Over the years some have asked why Kerry chose to dispose of his ribbons, not his medals. Critics saw him as trying to have it both ways. It gave credence, they believed, to what A.J. Liebling of the New Yorker once claimed of Rough Rider Theodore Roosevelt: He was a "dilettante soldier but a first-class politician." Further confusing the issue was the fact that Kerry did lob the medals of two no-show veterans toward the Marshall statue at their request. "The point of the exercise was to symbolically give something up," Kerry recalled in his defense. "I chose my ribbons, which is what many of the veterans did." The medals he tossed had been given to him by two angry veterans who wouldn't make it to Washington; he was merely serving as their surrogate. Before Kerry discarded his ribbons, he declared: "I'm not doing this for any violent reason, but for peace and justice, and to try to make this country wake up once and for all."
Kerry spent much of his time that afternoon with two Gold Star moms, Ann Pine of Trenton, N.J., and Evelyn Carrasquillo of Miami. He stood by them as they hurled medals back at the government. As a World War II veteran played taps and about 500 people gathered around, the names of men who died in Vietnam were called out. Watching TV that evening was Rich McCann, who had traveled the Mekong Delta rivers with Kerry and was now a graduate student at George Washington University. "When he threw those medals over the fence, I was pretty upset," McCann recalled. "I was grappling with a lot of issues myself. It was hard to accept that I had given a year of my life for a lost cause. In retrospect, however, what he did was right."
Not all the men gave up medals or ribbons. Many chose to turn in hats, jackets and military documents. A photograph taken by George Butler of VVAW shows that the offerings included recruitment letters, induction papers and discharge forms. Historian Andrew E. Hunt, in his superb "The Turning: A History of the Vietnam Veterans Against the War," explains the rationale of several veterans for returning personal possessions. Ron Ferrizzi, for example, a Philadelphia native, disowned his Silver Star and Purple Heart against the pleas of his family. "My parents told me that if I really did come down here and turn in my medals, they never wanted anything more to do with me. That's not an easy thing to take. I still love my parents. My wife doesn't understand what happened to me when I came home from Nam.

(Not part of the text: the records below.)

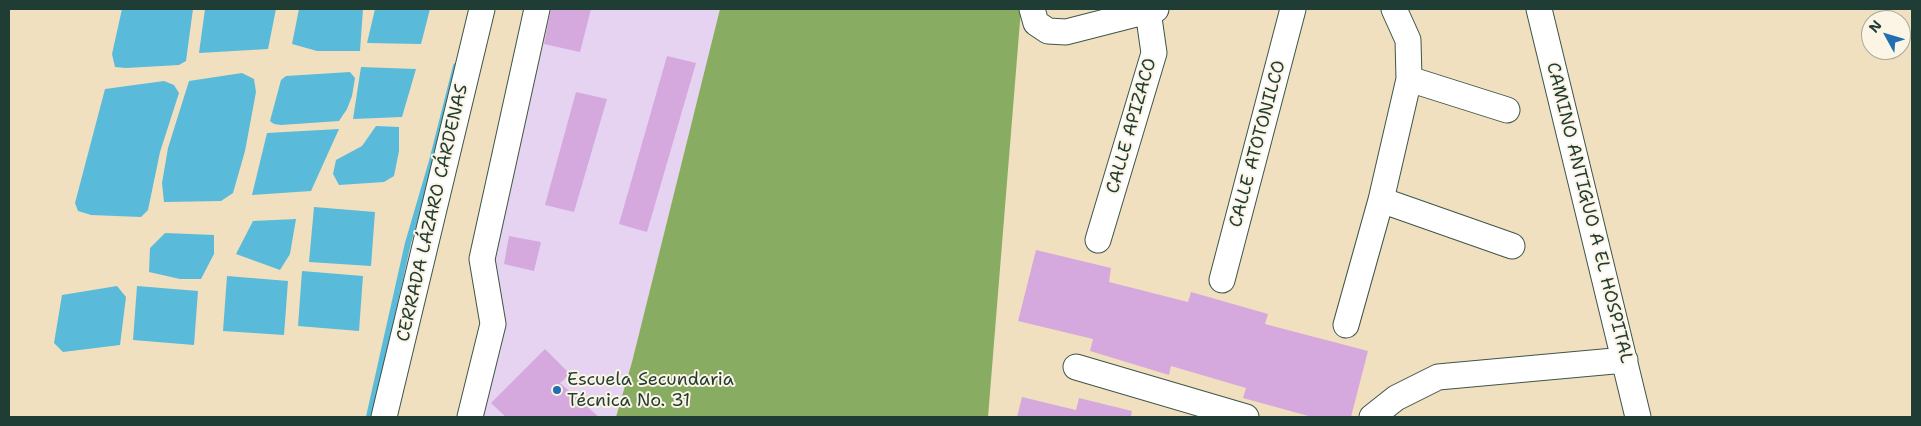 <!DOCTYPE html>
<meta charset="utf-8">
<style>
body{margin:0}
#map{position:relative;width:1921px;height:426px;overflow:hidden;background:#f0e0bf;font-family:"Shantell Sans",sans-serif}
canvas{display:block}
.frame{position:absolute;inset:0;border:10px solid #1f3d34;pointer-events:none}
.north{position:absolute;left:1861px;top:10px;width:50px;height:50px;box-sizing:border-box;background:#fcf5e5;border:1px solid #a4ab9e;border-radius:50%;rotate:309deg;font-size:14px;font-weight:700;line-height:20px;text-align:center;color:#1f3d34}
.north::after{content:'';display:block;margin:auto;width:18px;height:22px;background:#1f6fb2;clip-path:polygon(50% 0,100% 100%,50% 72%,0 100%)}
</style>
<div id="map">
<canvas width="1921" height="426"></canvas>
<div class="frame"></div>
<div class="north">N</div>
</div>
<script>
const ctx = document.querySelector('canvas').getContext('2d');
ctx.lineJoin = 'round';
function fill(path, color) { ctx.fillStyle = color; ctx.fill(path, 'evenodd'); }
const toPath = rows => new Path2D(rows.map(r => 'M' + r).join(''));
function stroke(path, color, width, dash) { ctx.strokeStyle = color; ctx.lineWidth = width; ctx.lineCap = dash ? 'butt' : 'round'; ctx.setLineDash(dash || []); ctx.stroke(path); }
function drawText(font, color, halo, rows, align = 'center') {
  ctx.font = font + ' "Shantell Sans",sans-serif'; ctx.lineWidth = 4; ctx.setLineDash([]); ctx.textBaseline = 'middle'; ctx.strokeStyle = halo; ctx.fillStyle = color; for (const [text, x, y, turn = 0] of rows) {
    ctx.save(); ctx.translate(x, y); ctx.rotate((+turn || 0) * Math.PI / 180); ctx.textAlign = isNaN(turn) ? turn : align; if (halo) ctx.strokeText(text, 0, 0); ctx.fillText(text, 0, 0); ctx.restore();
  }
}
fill(toPath([
 [551,9,720,9,632,362,616,417,482,417,491,277]
]), '#e5d3f1');
fill(toPath([
 [720,9,1021,9,988,417,616,417,632,362]
]), '#88ad62');
fill(toPath([
 [122,9,193,9,186,61,179,65,126,68,115,67,112,54],
 [205,9,276,9,268,49,199,53],
 [299,9,363,9,360,51,317,51,292,44],
 [375,9,430,9,421,44,367,43],
 [361,67,416,69,402,117,353,119],
 [350,72,355,78,352,96,347,109,339,121,281,125,274,124,270,121,281,80,286,76],
 [242,73,254,79,256,92,245,151,233,193,221,201,164,202,162,183,168,148,189,81],
 [164,81,174,85,179,93,160,152,148,210,141,217,91,215,78,211,75,203,105,89],
 [376,126,399,127,399,151,394,176,384,182,339,185,333,174,336,160,362,146],
 [339,129,311,191,252,195,267,133],
 [314,207,375,212,371,266,309,262],
 [296,219,290,254,280,270,236,254,253,221],
 [165,233,214,235,214,254,201,279,180,279,149,272,150,248],
 [302,271,363,276,359,331,298,326],
 [227,276,288,281,284,335,223,331],
 [117,286,126,297,120,345,63,352,54,343,62,295],
 [137,286,198,291,194,345,133,340]
]), '#5abad9');
stroke(toPath([
 [369,417,408,243,432,161,456,66]
]), '#5abad9', 6);
fill(toPath([
 [551,9,591,9,580,52,544,44],
 [667,56,696,63,647,232,619,224],
 [576,92,607,99,574,212,545,205],
 [509,236,541,242,534,271,504,264],
 [1036,250,1111,268,1109,282,1188,302,1191,292,1268,314,1265,324,1368,351,1351,417,1312,417,1243,398,1246,388,1171,366,1169,375,1090,351,1093,339,1018,321],
 [545,349,570,374,560,383,599,417,506,417,491,403],
 [1022,397,1076,410,1079,398,1132,411,1131,417,1017,417]
]), '#d5a9de');
const street = toPath([
 [1032,9,1036,23,1048,31,1066,32,1156,9],
 [1539,9,1638,417],
 [1409,79,1507,110],
 [1381,200,1512,246],
 [1098,240,1154,53,1148,11],
 [1222,280,1293,9],
 [1346,325,1381,200,1409,79,1408,40,1394,9],
 [1076,367,1246,417],
 [384,417,482,9],
 [470,417,493,324,482,259,537,9],
 [1372,417,1396,398,1438,377,1625,360]
]);
stroke(street, '#3e5549', 27);
stroke(street, '#fff', 25);
for (const [x, y, r, color] of [
 [557,390,5,"#1f6fb2"]
]) { const dot = new Path2D(); dot.arc(x, y, r, 0, 2 * Math.PI); ctx.fillStyle = color; ctx.fill(dot); stroke(dot, '#fcf5e5', 2); }
drawText('18px', '#1f3d34', '#fcf5e5', [
 ["CALLE APIZACO",1132,126,-74],
 ["CALLE ATOTONILCO",1258,144,-75],
 ["CERRADA LÁZARO CÁRDENAS",433,213,-77],
 ["CAMINO ANTIGUO A EL HOSPITAL",1589,213,76]
]);
drawText('18px', '#1f3d34', '#fcf5e5', [
 ["Escuela Secundaria",567,380],
 ["Técnica No. 31",567,401]
], 'left');
</script>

She said she would divorce me if I came down here because she wanted my medals for our son to see when he grew up."
For a World War II veteran, the tossing away of medals must have been a painful sight. They didn't know whether these long-haired hippies were on drugs, or whether something had happened in Vietnam that they couldn't fully understand. As the memorabilia piled up and the media took it all in, it was clear that the antiwar movement had just turned a sharp corner. First Kerry's testimony before the Fulbright committee, now this.
Butler captured the emotions of the afternoon with his camera. Collectively, his photographs speak of personal liberation. For many of the veterans, the discarding of military paraphernalia set them psychologically free. It was as if the U.S. government had corrupted them, seized their moral compass with shiny pin-on honor. "You have no idea how healing the whole experience was," Bill Crandell recalled. "It was our hour of claiming ourselves back."
Julia Kerry, John's former wife, who was with her husband the entire week, came to the conclusion that the veterans had been in deep depression and denial. "There was so much buried pain," she recalled. "It was numbing to witness." On the last day the veterans also planted a tree, as a symbolic gesture for the preservation of life over death. "The truly impressive thing was that no acts of violence had been committed that entire week," Sen. Kerry recalled. "We had just promised to be nonviolent and we were."
Recent critics of Kerry assert that his Dewey County III ceremony is a metaphor for a lifetime of political flip-flopping. For Kerry, giving up his ribbons -- the objects he had with him in Washington that week -- made perfect sense. To his way of thinking, he was symbolically returning his medals to the U.S. government by tossing his ribbons. Even Sen. Stuart Symington, D-Mo., when preparing to cross-examine Kerry at the Fulbright committee meeting, asked him what the "medals" on his chest represented. They weren't medals, they were ribbons; it was -- and is -- a common mistake. From Kerry's vantage point, there is nothing contradictory about his statement to "Viewpoints" that he had given back "six, seven, eight, nine medals." To have said that he had given back ribbons but that his medals were at home would have simply confused the TV audience.
Still, the persistent resurrection of this issue means Kerry should have been more exact in his language back in 1971. Clarity is usually a virtue in politics. But we should also remember that he earned those medals/ribbons. The shrapnel in his thigh should remind us of that sacrifice. It is a tangible souvenir from Vietnam that is still with him every day.